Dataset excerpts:
============================================================
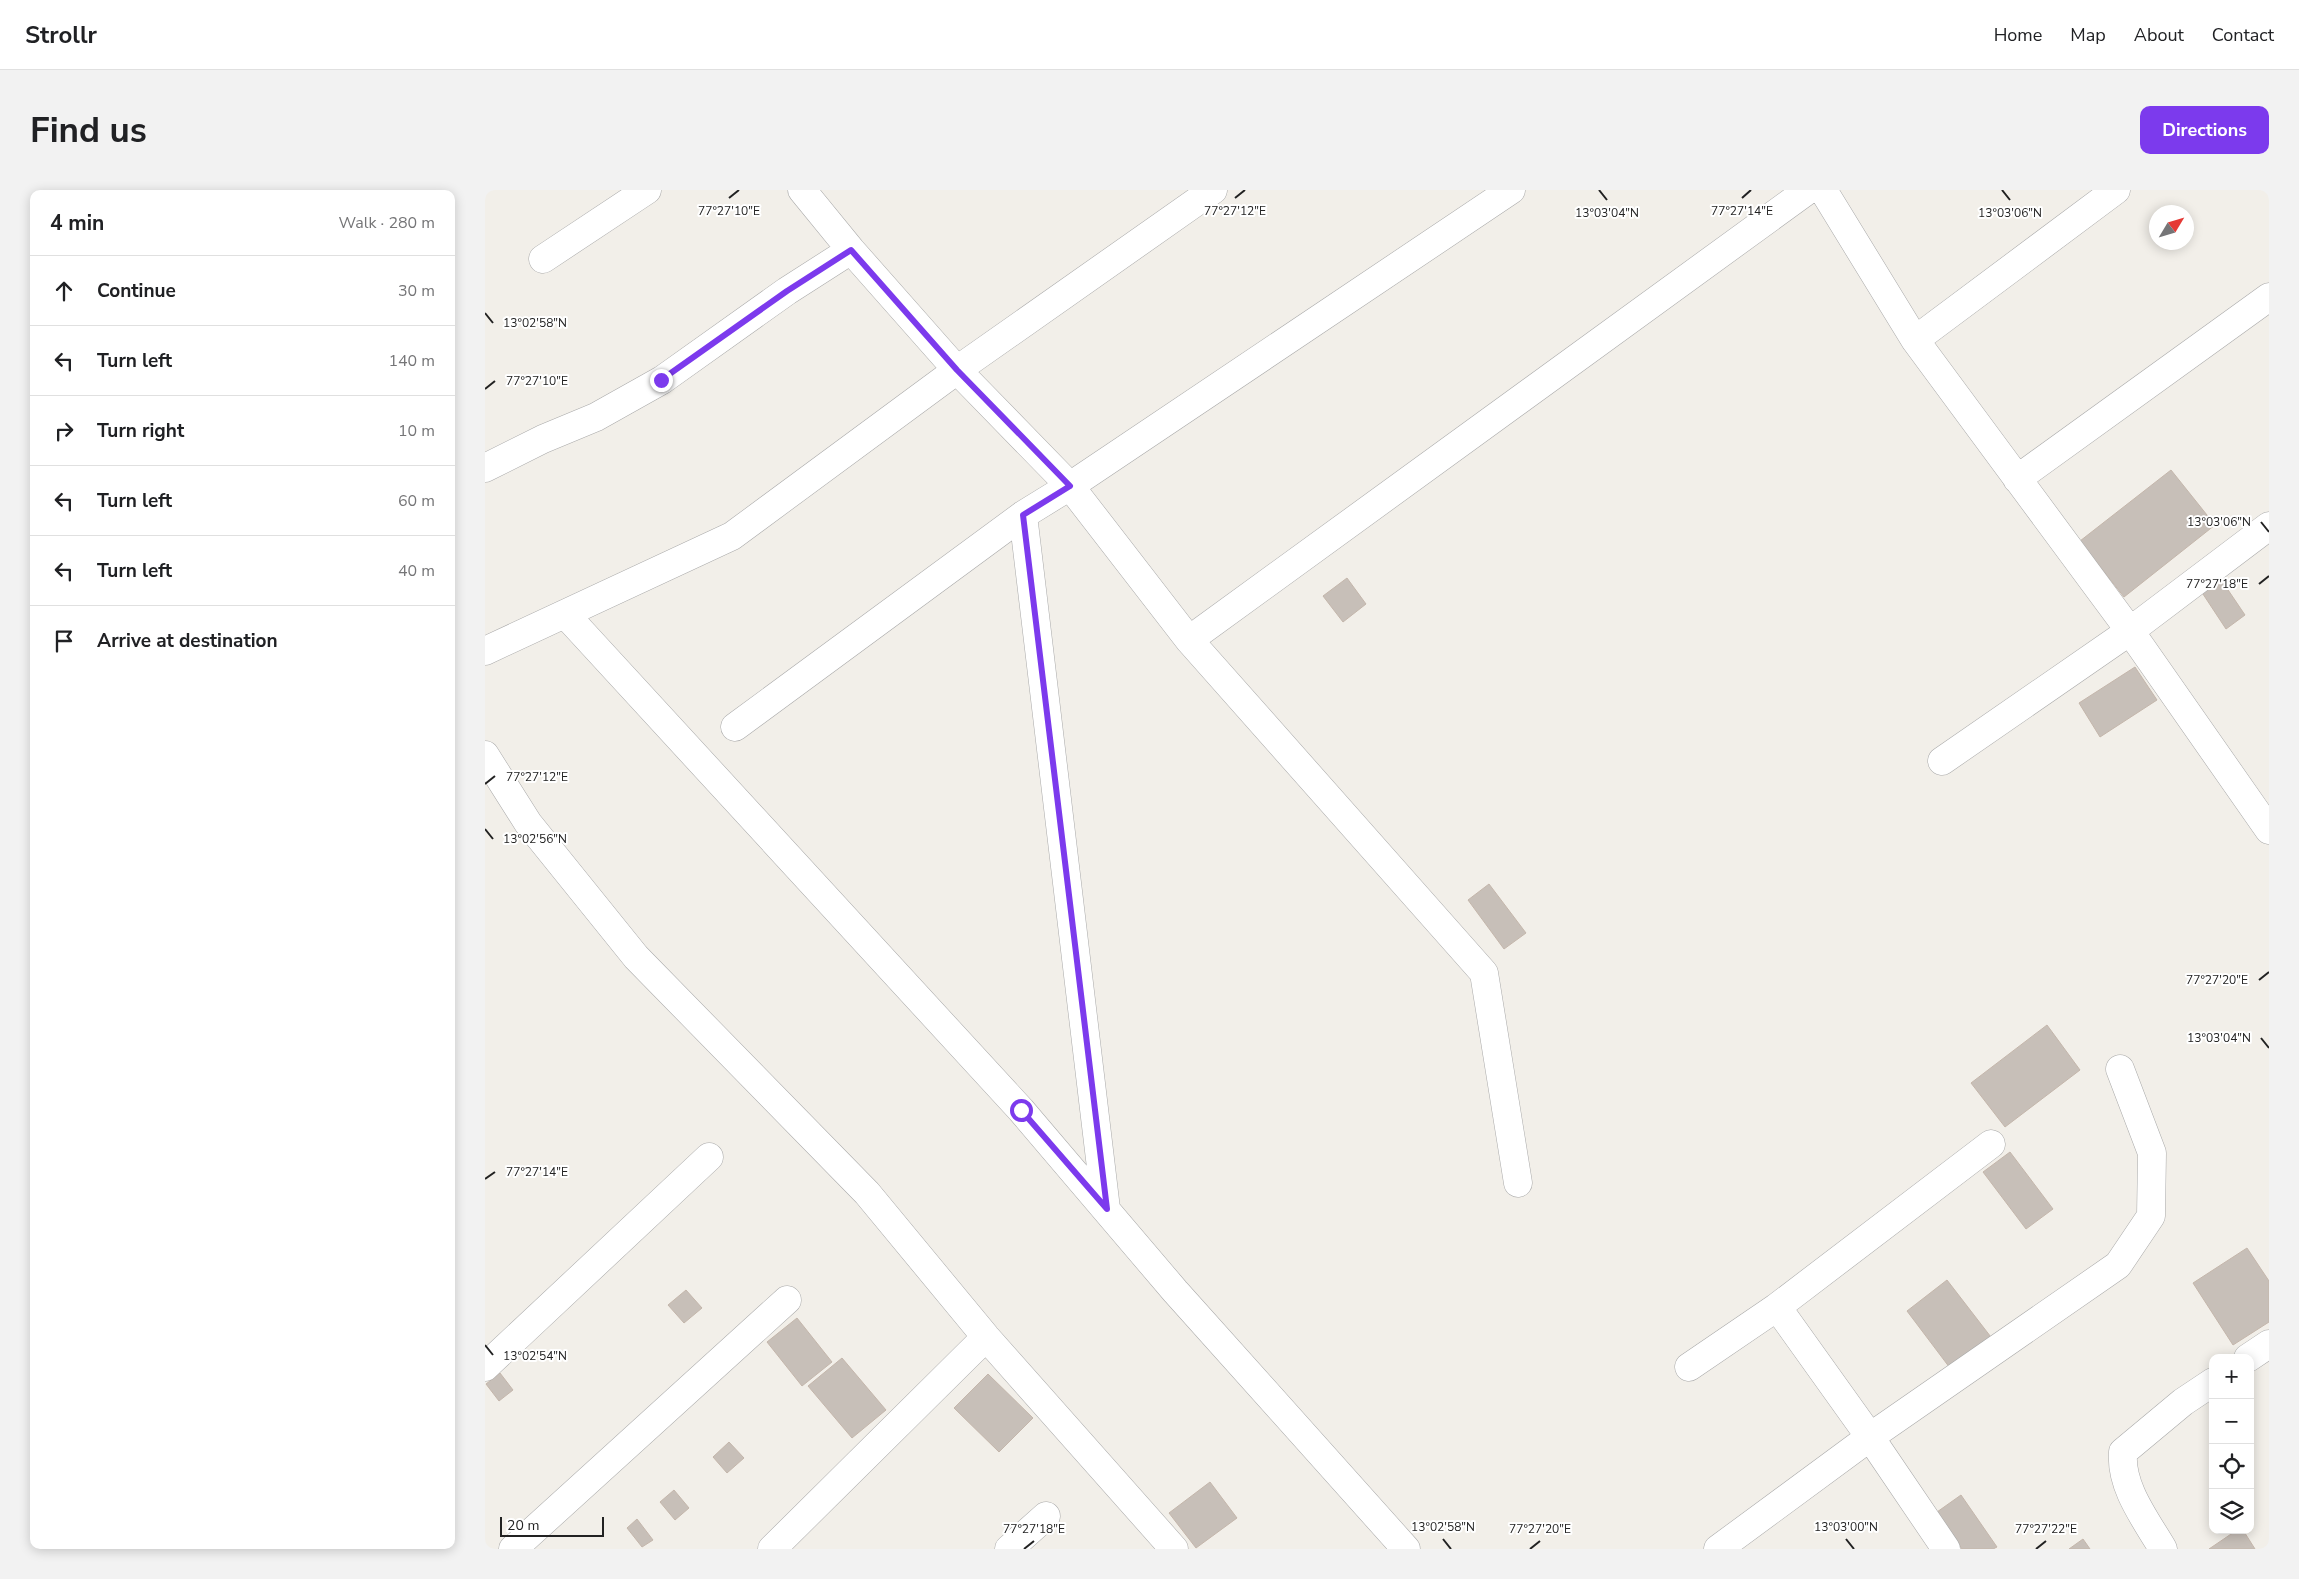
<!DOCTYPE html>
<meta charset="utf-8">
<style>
:root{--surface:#fff;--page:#f2f2f2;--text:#202124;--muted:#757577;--line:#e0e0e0;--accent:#7c3aed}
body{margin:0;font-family:"Nunito Sans",sans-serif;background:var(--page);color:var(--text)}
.controls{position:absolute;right:15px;bottom:15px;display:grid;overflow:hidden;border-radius:10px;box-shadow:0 2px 12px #0003}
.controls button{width:45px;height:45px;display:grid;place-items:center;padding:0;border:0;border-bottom:1px solid var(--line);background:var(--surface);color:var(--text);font:25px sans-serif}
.compass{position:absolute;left:1664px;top:15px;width:45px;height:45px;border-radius:50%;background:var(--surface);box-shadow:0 2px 12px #0003;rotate:52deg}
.scale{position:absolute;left:15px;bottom:12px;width:104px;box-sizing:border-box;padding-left:5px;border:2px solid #222;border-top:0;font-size:14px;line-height:18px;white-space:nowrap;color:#222;-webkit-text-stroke:4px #fff;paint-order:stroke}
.stop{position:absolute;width:15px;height:15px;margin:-11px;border:4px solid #7c3aed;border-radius:50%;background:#fff}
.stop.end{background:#7c3aed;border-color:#fff;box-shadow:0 1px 5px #0008}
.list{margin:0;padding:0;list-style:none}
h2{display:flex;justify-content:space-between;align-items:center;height:65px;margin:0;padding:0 20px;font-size:21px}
h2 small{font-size:16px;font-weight:400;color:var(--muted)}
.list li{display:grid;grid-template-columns:32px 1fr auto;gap:15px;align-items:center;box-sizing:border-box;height:70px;padding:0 20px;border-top:1px solid var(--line)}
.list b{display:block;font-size:19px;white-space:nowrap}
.list em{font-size:16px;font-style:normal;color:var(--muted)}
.icon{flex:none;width:28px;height:28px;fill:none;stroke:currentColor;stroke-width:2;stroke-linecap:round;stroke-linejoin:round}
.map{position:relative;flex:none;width:1784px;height:1359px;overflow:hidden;border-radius:10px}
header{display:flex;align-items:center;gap:30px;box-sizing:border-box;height:70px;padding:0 25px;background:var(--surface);border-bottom:1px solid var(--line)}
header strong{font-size:24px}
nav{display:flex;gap:28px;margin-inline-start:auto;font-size:18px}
.intro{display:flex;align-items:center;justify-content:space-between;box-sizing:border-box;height:120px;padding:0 30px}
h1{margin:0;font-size:35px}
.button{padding:12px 22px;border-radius:10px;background:var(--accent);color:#fff;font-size:18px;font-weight:700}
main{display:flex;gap:30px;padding:0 30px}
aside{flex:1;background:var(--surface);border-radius:10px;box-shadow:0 2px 12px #0003}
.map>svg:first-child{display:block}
</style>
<header>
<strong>Strollr</strong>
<nav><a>Home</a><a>Map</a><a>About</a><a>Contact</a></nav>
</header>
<div class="intro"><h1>Find us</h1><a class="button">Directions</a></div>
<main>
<aside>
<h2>4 min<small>Walk · 280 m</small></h2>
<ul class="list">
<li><svg class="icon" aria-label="ahead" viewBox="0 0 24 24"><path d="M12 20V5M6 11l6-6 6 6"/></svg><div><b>Continue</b></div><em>30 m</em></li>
<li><svg class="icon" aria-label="left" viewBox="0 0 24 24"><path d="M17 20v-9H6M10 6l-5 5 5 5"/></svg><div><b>Turn left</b></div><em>140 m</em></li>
<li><svg class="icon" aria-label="right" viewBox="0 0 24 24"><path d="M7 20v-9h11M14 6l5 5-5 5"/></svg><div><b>Turn right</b></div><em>10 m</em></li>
<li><svg class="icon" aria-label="left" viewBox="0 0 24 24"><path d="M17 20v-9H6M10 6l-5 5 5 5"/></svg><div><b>Turn left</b></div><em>60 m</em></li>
<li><svg class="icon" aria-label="left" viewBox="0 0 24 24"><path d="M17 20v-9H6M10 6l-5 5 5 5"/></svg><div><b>Turn left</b></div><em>40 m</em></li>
<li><svg class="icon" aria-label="arrive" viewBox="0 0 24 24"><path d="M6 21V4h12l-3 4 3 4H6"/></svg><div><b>Arrive at destination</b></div></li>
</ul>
</aside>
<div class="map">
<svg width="1784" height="1359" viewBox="0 0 1784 1359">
<rect width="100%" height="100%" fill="#f2efe9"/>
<!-- building -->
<path fill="#c7bfb8" stroke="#c4b6ab" d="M1686,280l44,55 -91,72 -44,-56z
M1733,385l27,40 -19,14 -27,-41z
M862,388l19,26 -23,18 -20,-26z
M1650,477l22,33 -57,37 -21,-34z
M1004,694l37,49 -22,16 -36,-49z
M1562,835l33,45 -75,57 -34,-44z
M1525,962l43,57 -27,20 -43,-57z
M1762,1058l22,33v41l-36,23 -40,-62z
M1462,1090l47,61 -41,31 -46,-61z
M201,1100l16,18 -18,15 -16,-18z
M312,1128l35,44 -30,24 -35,-44z
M357,1168l44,52 -34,28 -44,-52z
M15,1183l13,17 -14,11 -13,-17z
M503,1184l45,44 -34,34 -45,-44z
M244,1252l15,16 -17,15 -14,-16z
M725,1292l27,36 -41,30 -27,-35z
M189,1300l15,18 -14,12 -15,-18z
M1476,1305l36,52 -4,2h-31l-25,-37z
M152,1329l16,21 -11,7 -15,-19z
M1752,1340h6l12,19h-46z
M1598,1349l7,10h-21z"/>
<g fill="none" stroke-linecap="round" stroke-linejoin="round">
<!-- minor casing -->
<g stroke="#a9a9a9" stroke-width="29">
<path id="minor" d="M317,0l49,60 106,120 113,116 119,154 295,333 34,210
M1338,0l92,150 215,291 139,199
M58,69l104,-69
M1430,150l201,-150
M0,278l58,-29 53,-22 66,-37 125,-89 64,-41
M1532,289l252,-182
M538,325l83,694
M81,425l455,495 154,181 231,258
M704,450l619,-450
M0,461l247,-115 225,-166 256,-180
M250,537l288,-212 47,-29 441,-296
M0,565l43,68 108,134 231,236 119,144 188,212
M1457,571l188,-130 139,-105
M1763,1168l21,-14
M0,1177l224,-210
M1204,1177l88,-60
M28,1359l274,-249
M287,1359l214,-212
M524,1359l37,-33
M1233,1359l152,-112 248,-172 33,-49 1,-63 -32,-84
M1461,1359l-76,-112 -93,-130 214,-163
M1678,1359c-17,-29 -43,-62 -40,-97l60,-50 30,-20"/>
</g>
<!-- minor -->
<use href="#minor" stroke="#fff" stroke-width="28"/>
</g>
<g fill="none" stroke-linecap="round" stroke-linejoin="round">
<!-- route -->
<path stroke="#7c3aed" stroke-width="6" d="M176,190l126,-89 64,-41 106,120 113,116 -47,29 84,694 -86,-99"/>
</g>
<!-- ticks -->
<path fill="none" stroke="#222" stroke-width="2" d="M1114,0l8,10M1517,0l8,10M244,8l10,-8M750,8l10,-8M1257,8l9,-8M0,123l8,10M0,199l10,-8M1776,332l8,10M1774,394l10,-8M0,594l10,-8M0,639l8,10M1774,790l10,-8M1776,848l8,10M0,989l10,-7M0,1155l8,10M958,1349l8,10M1361,1349l8,10M539,1359l10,-8M1045,1359l10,-8M1551,1359l10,-8"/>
<g font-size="12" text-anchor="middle" fill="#222" stroke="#fff" stroke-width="4" stroke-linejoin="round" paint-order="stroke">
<text x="244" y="25">77°27'10"E</text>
<text x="750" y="25">77°27'12"E</text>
<text x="1257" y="25">77°27'14"E</text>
<text x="1525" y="27">13°03'06"N</text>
<text x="1122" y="27">13°03'04"N</text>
<text x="50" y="137">13°02'58"N</text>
<text x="52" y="195">77°27'10"E</text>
<text x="1734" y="336">13°03'06"N</text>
<text x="1732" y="398">77°27'18"E</text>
<text x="52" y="591">77°27'12"E</text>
<text x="50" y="653">13°02'56"N</text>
<text x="1732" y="794">77°27'20"E</text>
<text x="1734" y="852">13°03'04"N</text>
<text x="52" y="986">77°27'14"E</text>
<text x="50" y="1170">13°02'54"N</text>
<text x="958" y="1341">13°02'58"N</text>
<text x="1361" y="1341">13°03'00"N</text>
<text x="549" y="1343">77°27'18"E</text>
<text x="1055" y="1343">77°27'20"E</text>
<text x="1561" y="1343">77°27'22"E</text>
</g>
</svg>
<div class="controls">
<button>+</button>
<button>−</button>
<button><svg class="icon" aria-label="locate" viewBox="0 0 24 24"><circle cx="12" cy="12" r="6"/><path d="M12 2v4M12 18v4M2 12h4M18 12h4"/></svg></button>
<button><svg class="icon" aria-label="layers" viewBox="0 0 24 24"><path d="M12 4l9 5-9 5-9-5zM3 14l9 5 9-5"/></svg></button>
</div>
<svg class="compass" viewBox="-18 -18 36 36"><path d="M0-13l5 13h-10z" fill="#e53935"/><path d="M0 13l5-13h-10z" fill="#757577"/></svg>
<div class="scale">20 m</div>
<div class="stop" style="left:536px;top:920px"></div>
<div class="stop end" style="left:176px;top:190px"></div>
</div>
</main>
============================================================
Look over the records above and copy each line that includes the string "absolute".

### Exercise response:
.controls{position:absolute;right:15px;bottom:15px;display:grid;overflow:hidden;border-radius:10px;box-shadow:0 2px 12px #0003}
.compass{position:absolute;left:1664px;top:15px;width:45px;height:45px;border-radius:50%;background:var(--surface);box-shadow:0 2px 12px #0003;rotate:52deg}
.scale{position:absolute;left:15px;bottom:12px;width:104px;box-sizing:border-box;padding-left:5px;border:2px solid #222;border-top:0;font-size:14px;line-height:18px;white-space:nowrap;color:#222;-webkit-text-stroke:4px #fff;paint-order:stroke}
.stop{position:absolute;width:15px;height:15px;margin:-11px;border:4px solid #7c3aed;border-radius:50%;background:#fff}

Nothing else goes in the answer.